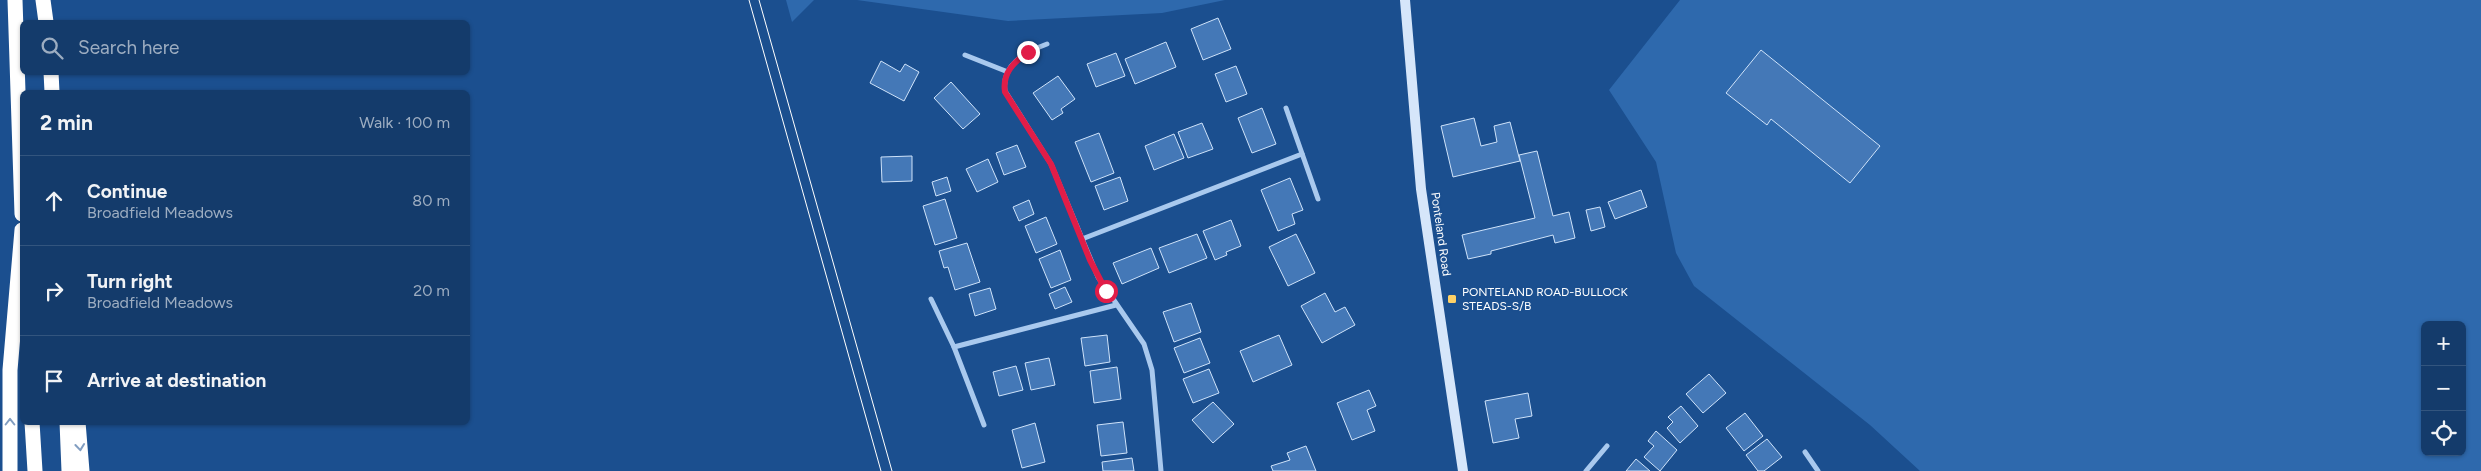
<!DOCTYPE html>
<meta charset="utf-8">
<style>
body{margin:0;font-family:Figtree,sans-serif;background:#1d4271;color:#f1f3f6}
.controls{position:absolute;right:15px;bottom:15px;display:grid;overflow:hidden;border-radius:8px;box-shadow:0 1px 4px #0004}
.controls button{width:45px;height:45px;display:grid;place-items:center;padding:0;border:0;border-bottom:1px solid #33557e;background:#143b6b;color:#f1f3f6;font:25px sans-serif}
.stop{position:absolute;width:15px;height:15px;margin:-11px;border:4px solid #e11d48;border-radius:50%;background:#fff}
.stop.end{background:#e11d48;border-color:#fff;box-shadow:0 1px 5px #0008}
.list{margin:0;padding:0;list-style:none}
h2{display:flex;justify-content:space-between;align-items:center;height:65px;margin:0;padding:0 20px;font-size:21px}
h2 small{font-size:16px;font-weight:400;color:#9dadc1}
.list li{display:grid;grid-template-columns:32px 1fr auto;gap:15px;align-items:center;box-sizing:border-box;height:90px;padding:0 20px;border-top:1px solid #33557e}
.list b{display:block;font-size:19px;white-space:nowrap}
.list p{margin:0;font-size:16px;white-space:nowrap;color:#9dadc1}
.list em{font-size:16px;font-style:normal;color:#9dadc1}
.icon{flex:none;width:28px;height:28px;fill:none;stroke:currentColor;stroke-width:2;stroke-linecap:round;stroke-linejoin:round}
.map{position:relative;flex:none;width:2481px;height:471px;overflow:hidden}
.search{position:absolute;background:#143b6b;box-shadow:0 1px 4px #0004;left:20px;top:20px;width:450px;height:55px;display:flex;align-items:center;gap:12px;box-sizing:border-box;padding:0 18px;border-radius:8px;color:#9dadc1;font-size:19px}
.panel{position:absolute;background:#143b6b;box-shadow:0 1px 4px #0004;left:20px;top:90px;width:450px;height:335px;border-radius:8px}
.map>svg:first-child{display:block}
.green{fill:#2e69ad;fill-rule:evenodd}
.building{fill:#4478b7;stroke:#cfe3fa}
.lines{fill:none;stroke-linecap:round;stroke-linejoin:round}
.street{stroke:#a9c9ee;stroke-width:5}
.secondary{stroke:#d6e6fa;stroke-width:10}
.highway{stroke:#fff;stroke-width:15}
.tram{stroke:#fff;stroke-width:1}
.oneway{stroke:#829ec1}
.route{stroke:#e11d48;stroke-width:6}
.poi-dot{fill:#ffd166;stroke:#1b4f8f;stroke-width:2}
.labels{text-anchor:middle;dominant-baseline:central;stroke-width:4;stroke-linejoin:round;paint-order:stroke}
.street-label{font-size:12px;fill:#fff;stroke:#1b4f8f}
.poi-label{font-size:12px;fill:#fff;stroke:#1b4f8f;text-anchor:start}
</style>
<div class="map">
<svg width="2481" height="471" viewBox="0 0 2481 471">
<rect width="100%" height="100%" fill="#1b4f8f"/>
<!-- green -->
<g class="green">
<polygon points="786,0 814,0 792,22"/>
<polygon points="857,0 1225,0 1162,13 1008,21"/>
<path d="M1680 0H2481V471H1920L1870 425 1694 286 1676 253 1656 162 1609 90ZM2425 325H2462V452H2425Z"/>
</g>
<!-- building -->
<g class="building">
<polygon points="1218,18 1231,49 1203,60 1191,29"/>
<polygon points="1166,42 1176,67 1135,84 1125,59"/>
<polygon points="1761,50 1880,146 1850,183 1771,119 1767,125 1726,93"/>
<polygon points="1116,53 1125,76 1096,87 1087,64"/>
<polygon points="881,61 900,72 905,64 919,72 904,101 870,83"/>
<polygon points="1236,66 1247,94 1226,102 1215,74"/>
<polygon points="1058,76 1075,99 1061,109 1063,113 1052,120 1033,93"/>
<polygon points="951,82 980,114 963,129 934,98"/>
<polygon points="1262,108 1276,144 1252,153 1238,118"/>
<polygon points="1474,118 1481,146 1497,142 1494,126 1510,122 1520,161 1453,177 1441,126"/>
<polygon points="1202,123 1213,149 1188,158 1178,132"/>
<polygon points="1099,133 1114,173 1091,182 1075,142"/>
<polygon points="1174,134 1184,158 1154,170 1145,146"/>
<polygon points="1017,145 1026,167 1004,175 996,153"/>
<polygon points="1537,151 1553,216 1569,212 1575,238 1555,243 1553,235 1491,251 1491,254 1468,259 1462,235 1535,218 1519,155"/>
<polygon points="912,156 912,181 882,182 881,157"/>
<polygon points="988,159 998,182 977,192 966,169"/>
<polygon points="947,177 951,191 936,196 932,182"/>
<polygon points="1120,177 1128,201 1104,210 1095,186"/>
<polygon points="1290,178 1303,210 1292,214 1295,224 1278,231 1261,190"/>
<polygon points="1641,190 1647,207 1615,219 1608,202"/>
<polygon points="945,199 957,238 935,245 923,206"/>
<polygon points="1029,200 1034,214 1019,221 1013,207"/>
<polygon points="1600,207 1605,227 1591,231 1586,210"/>
<polygon points="1046,217 1057,244 1036,253 1025,226"/>
<polygon points="1231,220 1241,246 1226,252 1227,255 1215,260 1203,231"/>
<polygon points="1197,234 1207,258 1169,273 1159,248"/>
<polygon points="1296,234 1315,273 1288,286 1269,247"/>
<polygon points="967,243 980,282 955,290 948,267 944,268 939,251"/>
<polygon points="1151,248 1159,268 1122,284 1113,263"/>
<polygon points="1060,250 1071,280 1051,288 1039,259"/>
<polygon points="1065,287 1072,302 1055,309 1049,294"/>
<polygon points="990,288 996,309 975,316 969,294"/>
<polygon points="1325,293 1335,312 1345,307 1355,325 1322,343 1301,306"/>
<polygon points="1191,303 1201,332 1174,342 1163,312"/>
<polygon points="1107,335 1110,362 1085,366 1081,338"/>
<polygon points="1279,335 1292,365 1253,382 1240,351"/>
<polygon points="1200,338 1210,363 1184,373 1174,348"/>
<polygon points="1049,358 1055,385 1031,390 1025,363"/>
<polygon points="1016,366 1023,390 999,396 993,372"/>
<polygon points="1117,367 1121,399 1094,403 1090,371"/>
<polygon points="1209,369 1219,393 1193,403 1183,379"/>
<polygon points="1709,374 1726,393 1703,413 1686,394"/>
<polygon points="1369,390 1376,406 1367,410 1375,431 1352,440 1337,403"/>
<polygon points="1528,393 1532,416 1515,419 1519,438 1493,443 1485,401"/>
<polygon points="1213,402 1234,424 1213,443 1192,420"/>
<polygon points="1681,406 1698,426 1680,443 1667,428 1673,422 1668,417"/>
<polygon points="1745,413 1763,436 1744,451 1726,428"/>
<polygon points="1123,422 1127,453 1101,456 1097,425"/>
<polygon points="1035,423 1045,462 1022,468 1012,430"/>
<polygon points="1656,431 1677,450 1660,471 1644,457 1654,446 1648,441"/>
<polygon points="1767,439 1782,457 1764,471 1758,471 1746,455"/>
<polygon points="1306,446 1316,471 1273,471 1271,466 1290,460 1287,453"/>
<polygon points="1132,458 1134,471 1103,471 1102,462"/>
<polygon points="1636,459 1650,471 1626,471"/>
</g>
<g class="lines">
<!-- street -->
<g class="street">
<path d="M1047 44C1025 52 1001 65 1005 91L1051 164 1098 277 1144 344 1152 370 1161 471"/>
<polyline points="965,55 1008,72"/>
<polyline points="1286,108 1318,199"/>
<polyline points="1082,239 1302,154"/>
<polyline points="931,299 954,347 984,425"/>
<polyline points="954,347 1116,305"/>
<polyline points="1805,452 1818,471"/>
<polyline points="1586,471 1607,446"/>
</g>
<!-- secondary -->
<polyline class="secondary" points="1405,0 1421,189 1463,471"/>
<!-- highway -->
<g class="highway">
<polyline points="15,0 22,214"/>
<polyline points="43,0 46,22"/>
<polyline points="51,72 52,92"/>
<polyline points="32,422 35,471"/>
<polyline points="67,422 69,471"/>
<polyline points="78,422 82,471"/>
<polyline points="10,471 10,370 22,230"/>
</g>
<!-- tram -->
<g class="tram">
<polyline points="749,0 881,471"/>
<polyline points="759,0 892,471"/>
</g>
</g>
<!-- one-way arrows -->
<defs><path id="oneway-chevron" d="M-2-3.5L2.5 0L-2 3.5" fill="none" stroke-width="1.6" stroke-linecap="round" stroke-linejoin="round" transform="scale(1.25)"/></defs>
<g class="oneway">
<use href="#oneway-chevron" transform="translate(10 422) rotate(-90)"/>
<use href="#oneway-chevron" transform="translate(80 447) rotate(84)"/>
</g>
<g class="lines">
<!-- route -->
<path class="route" d="M1028 52C1014 62 1002 73 1005 92L1051 164 1090 260 1106 291"/>
</g>
<!-- markers -->
<rect class="poi-dot" x="1447" y="294" width="10" height="10" rx="2.5"/>
<g class="labels">
<!-- street labels -->
<g class="street-label">
<text transform="translate(1441 234) rotate(82)">Ponteland Road</text>
</g>
<!-- poi labels -->
<g class="poi-label">
<text x="1462" y="292">PONTELAND ROAD-BULLOCK<tspan x="1462" dy="14">STEADS-S/B</tspan></text>
</g>
</g>
</svg>
<div class="controls">
<button>+</button>
<button>−</button>
<button><svg class="icon" aria-label="locate" viewBox="0 0 24 24"><circle cx="12" cy="12" r="6"/><path d="M12 2v4M12 18v4M2 12h4M18 12h4"/></svg></button>
</div>
<div class="stop" style="left:1106px;top:291px"></div>
<div class="stop end" style="left:1028px;top:52px"></div>
<div class="search"><svg class="icon" aria-label="search" viewBox="0 0 24 24"><circle cx="10" cy="10" r="6"/><path d="M15 15l6 6"/></svg>Search here</div>
<section class="panel">
<h2>2 min<small>Walk · 100 m</small></h2>
<ul class="list">
<li><svg class="icon" aria-label="ahead" viewBox="0 0 24 24"><path d="M12 20V5M6 11l6-6 6 6"/></svg><div><b>Continue</b><p>Broadfield Meadows</p></div><em>80 m</em></li>
<li><svg class="icon" aria-label="right" viewBox="0 0 24 24"><path d="M7 20v-9h11M14 6l5 5-5 5"/></svg><div><b>Turn right</b><p>Broadfield Meadows</p></div><em>20 m</em></li>
<li><svg class="icon" aria-label="arrive" viewBox="0 0 24 24"><path d="M6 21V4h12l-3 4 3 4H6"/></svg><div><b>Arrive at destination</b></div></li>
</ul>
</section>
</div>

--- EXERCISE AIM ---
Search the listing above for lines containing "highway", and copy them.

--- RESPONSE FOR THIS EXERCISE ---
.highway{stroke:#fff;stroke-width:15}
<!-- highway -->
<g class="highway">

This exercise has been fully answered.